Cue the team’s next step: They’ll use in-house fabrication technologies to essentially 3D print tiny biomimetic models of the collagen samples they’ve imaged. (Biomimetic refers to synthetic materials that mimic biological ones; think Velcro and burrs.) The biomimetic tissue models Campagnola and his team will 3D print will have to be extremely small because, after seeding them with ovarian cancer cells, they’ll implant them into mice.
Why not simply inject the mice with cancer cells and skip the painstaking imaging and 3D printing process?
Because mice don’t get ovarian cancer. And there lies a partial answer for why we still don’t understand ovarian cancer as well as many other cancers.
“The current way that people study ovarian cancer in a mouse is very poor,” Campagnola explains. “They just take human cell lines and then inject them into a mouse. Then some of them will form into a tumor, but most do not.”
By implanting a 3D tissue model seeded with ovarian cancer into mice, Campagnola hopes to mimic more closely the conditions of metastatic ovarian cancer in a human woman. The 3D structure of the models is key.
“What’s different is our tissues will already be 3D structured,” Campagnola says. “One problem when people study cancer sometimes is that they put cells in a dish. Cells in a dish don’t act like cells in tissue. So we’re trying to give them the tissue structure that cancers cells would have in a native environment.”
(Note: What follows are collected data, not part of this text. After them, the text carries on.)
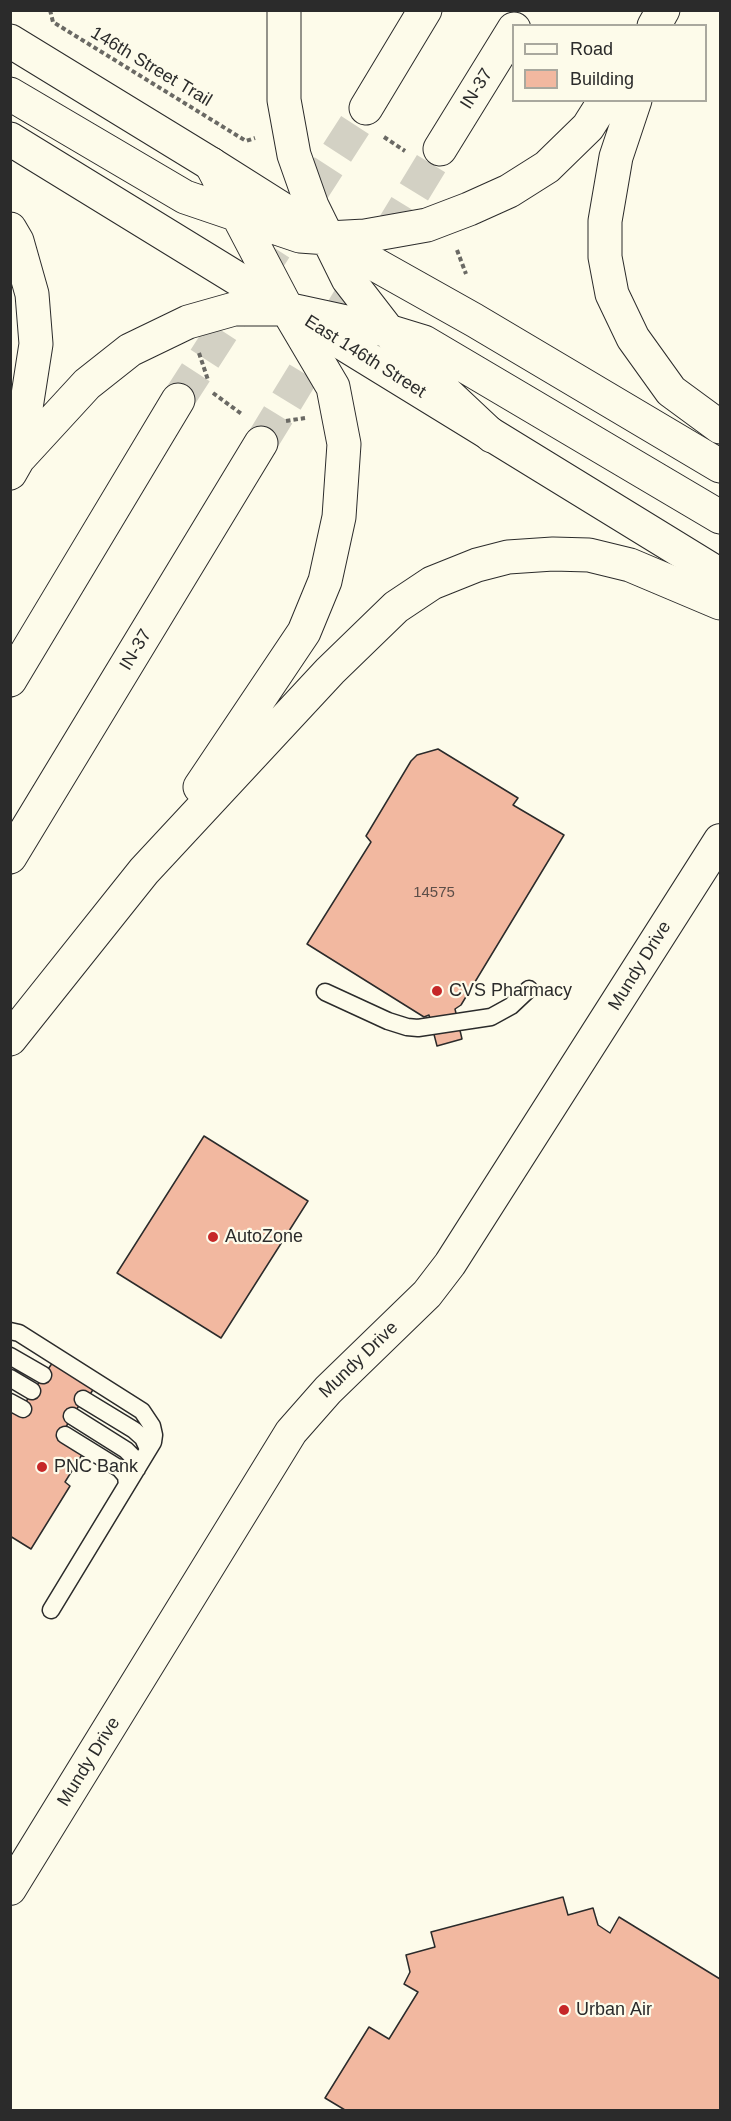 <!DOCTYPE html>
<html>
<head>
<meta charset="utf-8">
<style>
  body { margin:0 }
  #map { position:relative; width:731px; height:2121px; overflow:hidden; background:#fdfbea; font-family:Arial,sans-serif }
  canvas { display:block }
  .frame { position:absolute; inset:0; border:12px solid #2b2b2b; pointer-events:none }
  .legend { position:absolute; left:512px; top:24px; width:195px; height:78px; box-sizing:border-box; background:#fdfbea; border:2px solid #a9a89e; margin:0; padding:8px 10px; list-style:none; font-size:18px; color:#2b2b2b }
  .legend li { display:flex; align-items:center; gap:12px; height:30px }
  .legend b { width:30px; border:2px solid #a9a89e }
</style>
</head>
<body>
<div id="map">
<canvas width="731" height="2121"></canvas>
<div class="frame"></div>
<ul class="legend">
<li><b style="height:8px;background:#fdfbea"></b>Road</li>
<li><b style="height:16px;background:#f2b8a0"></b>Building</li>
</ul>
</div>
<script>
const ctx = document.querySelector('canvas').getContext('2d');
ctx.lineJoin = 'round';
function fillPath(path, color) { ctx.fillStyle = color; ctx.fill(path, 'evenodd'); }
const toPath = rows => new Path2D(rows.map(r => 'M' + r).join(''));
function strokePath(path, color, width, dash) { ctx.strokeStyle = color; ctx.lineWidth = width; ctx.lineCap = dash ? 'butt' : 'round'; ctx.setLineDash(dash || []); ctx.stroke(path); }
function label(font, color, halo, rows, align = 'center') {
  ctx.font = font + ' Arial,sans-serif'; ctx.lineWidth = 4.5; ctx.setLineDash([]); ctx.textBaseline = 'middle'; ctx.strokeStyle = halo; ctx.fillStyle = color; for (const [text, x, y, turn = 0] of rows) {
    ctx.save(); ctx.translate(x, y); ctx.rotate((+turn || 0) * Math.PI / 180); ctx.textAlign = isNaN(turn) ? turn : align; if (halo) ctx.strokeText(text, 0, 0); ctx.fillText(text, 0, 0); ctx.restore();
  }
}
const building = toPath([
  [438,749,518,798,513,805,564,835,461,1005,455,1009,462,1039,437,1046,429,1015,424,1017,307,944,371,842,366,836,411,761,417,755,438,749],
  [204,1136,308,1201,221,1338,117,1273,204,1136],
  [55,1359,96,1385,89,1396,83,1399,64,1430,83,1453,65,1482,70,1486,31,1549,10,1536,10,1408,23,1406,55,1359],
  [563,1897,568,1915,593,1908,598,1925,610,1933,619,1917,720,1979,720,2110,345,2110,325,2098,369,2027,389,2039,418,1992,404,1984,410,1972,406,1955,435,1947,431,1932,563,1897]
]);
fillPath(building, '#f2b8a0');
strokePath(building, '#2b2b2b', 1.5);
strokePath(toPath([
  [178,400,366,108],
  [261,443,440,149]
]), '#d3d1c4', 33, [33, 16]);
const lane = toPath([
  [325,992,388,1021,407,1027,418,1028,491,1017,511,1006,529,989],
  [10,1331,19,1333,142,1411,152,1426,154,1435,153,1442,51,1610],
  [10,1356,43,1375],
  [10,1378,32,1391],
  [83,1399,134,1430,143,1438,148,1449],
  [10,1402,23,1409],
  [72,1416,126,1450,134,1458,137,1469],
  [65,1435,120,1469,126,1476,127,1485]
]);
const street = toPath([
  [10,1889,291,1432,328,1390,427,1294,450,1264,720,840]
]);
const primary = toPath([
  [10,41,211,164,328,238,474,320,720,466],
  [10,139,720,575]
]);
const highway = toPath([
  [284,10,284,100,294,155,312,206,348,279,409,358,492,436],
  [654,26,663,10],
  [10,94,185,197,300,236,328,238,365,236,427,225,469,209,509,191,547,167,588,127,605,100],
  [635,100,616,157,605,221,605,257,612,294,633,338,671,391,720,427],
  [366,108,425,10],
  [440,149,514,29],
  [10,229,17,241,32,294,36,344,18,459],
  [10,473,18,459,87,384,130,350,188,322,234,309,287,309,388,331,424,342,720,517],
  [10,680,178,400],
  [200,787,304,632,325,581,339,517,344,444,333,387,287,309,211,164],
  [10,857,261,443],
  [10,1039,144,871,330,671,396,607,432,583,477,565,508,557,553,554,589,555,630,565,720,603]
]);
strokePath(lane, '#2b2b2b', 19);
strokePath(street, '#2b2b2b', 34);
strokePath(primary, '#2b2b2b', 35);
strokePath(highway, '#2b2b2b', 35);
strokePath(toPath([
  [50,10,53,22,246,141,255,138],
  [384,137,405,151],
  [457,250,466,274],
  [199,353,208,380],
  [213,393,243,415],
  [286,421,305,418]
]), '#6a6964', 4, [4.5, 3]);
strokePath(lane, '#fdfbea', 16);
strokePath(street, '#fdfbea', 32);
strokePath(primary, '#fdfbea', 33);
strokePath(highway, '#fdfbea', 33);
for (const [x, y, r, color] of [
  [437,991,6,"#c62828"],
  [213,1237,6,"#c62828"],
  [42,1467,6,"#c62828"],
  [564,2010,6,"#c62828"]
]) { const dot = new Path2D(); dot.arc(x, y, r, 0, 2 * Math.PI); ctx.fillStyle = color; ctx.fill(dot); strokePath(dot, '#fdfbea', 2); }
label('15px', '#5d4e48', null, [
  ["14575",434,893]
]);
label('18px', '#2b2b2b', '#fdfbea', [
  ["146th Street Trail",151,67,31],
  ["IN-37",477,89,-58],
  ["East 146th Street",365,357,32],
  ["IN-37",136,650,-59],
  ["Mundy Drive",640,966,-58],
  ["Mundy Drive",359,1360,-44],
  ["Mundy Drive",89,1762,-58]
]);
label('18px', '#2b2b2b', '#fdfbea', [
  ["CVS Pharmacy",449,991],
  ["AutoZone",225,1237],
  ["PNC Bank",54,1467],
  ["Urban Air",576,2010]
], 'left');
</script>
</body>
</html>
From there, they’ll study how the implanted tumors grow inside the mice, and hopefully begin to understand more about the cues and processes involved in the disease’s progression and further metastases. It’s an approach that no one has ever attempted.
The new approach will also help improve the imaging of ovaries inside the body. “It’s an integrated approach to improving our imaging capabilities, but then also using our imaging capabilities to make these models so we can study the biology,” Campagnola says.
Ultimately, the team’s goal is to improve screening, diagnosis and treatment of ovarian cancer. One of the most effective ways to improve the outlook for women with ovarian cancer is to develop a straightforward method for screening women at higher risk for the disease. Women with a known BRCA gene mutation—the same mutation implicated in a higher risk for breast cancer—have a 40-percent chance of developing ovarian cancer in their lifetime. “Those are the women we really want to follow,” Campagnola says. “You could imagine—we’re a long way off from this—screening those women every few years with a minimally invasive device through a laparoscope or though the fallopian tubes.”
But to get to that point, Campagnola says, researchers need to know a lot more about how ovarian cancer works. “You have to know what you’re looking for,” he says. “That’s why we have all this more basic work to do to get to that point. That’s why we need better imaging tools and we need better models to understand the biology of the disease.”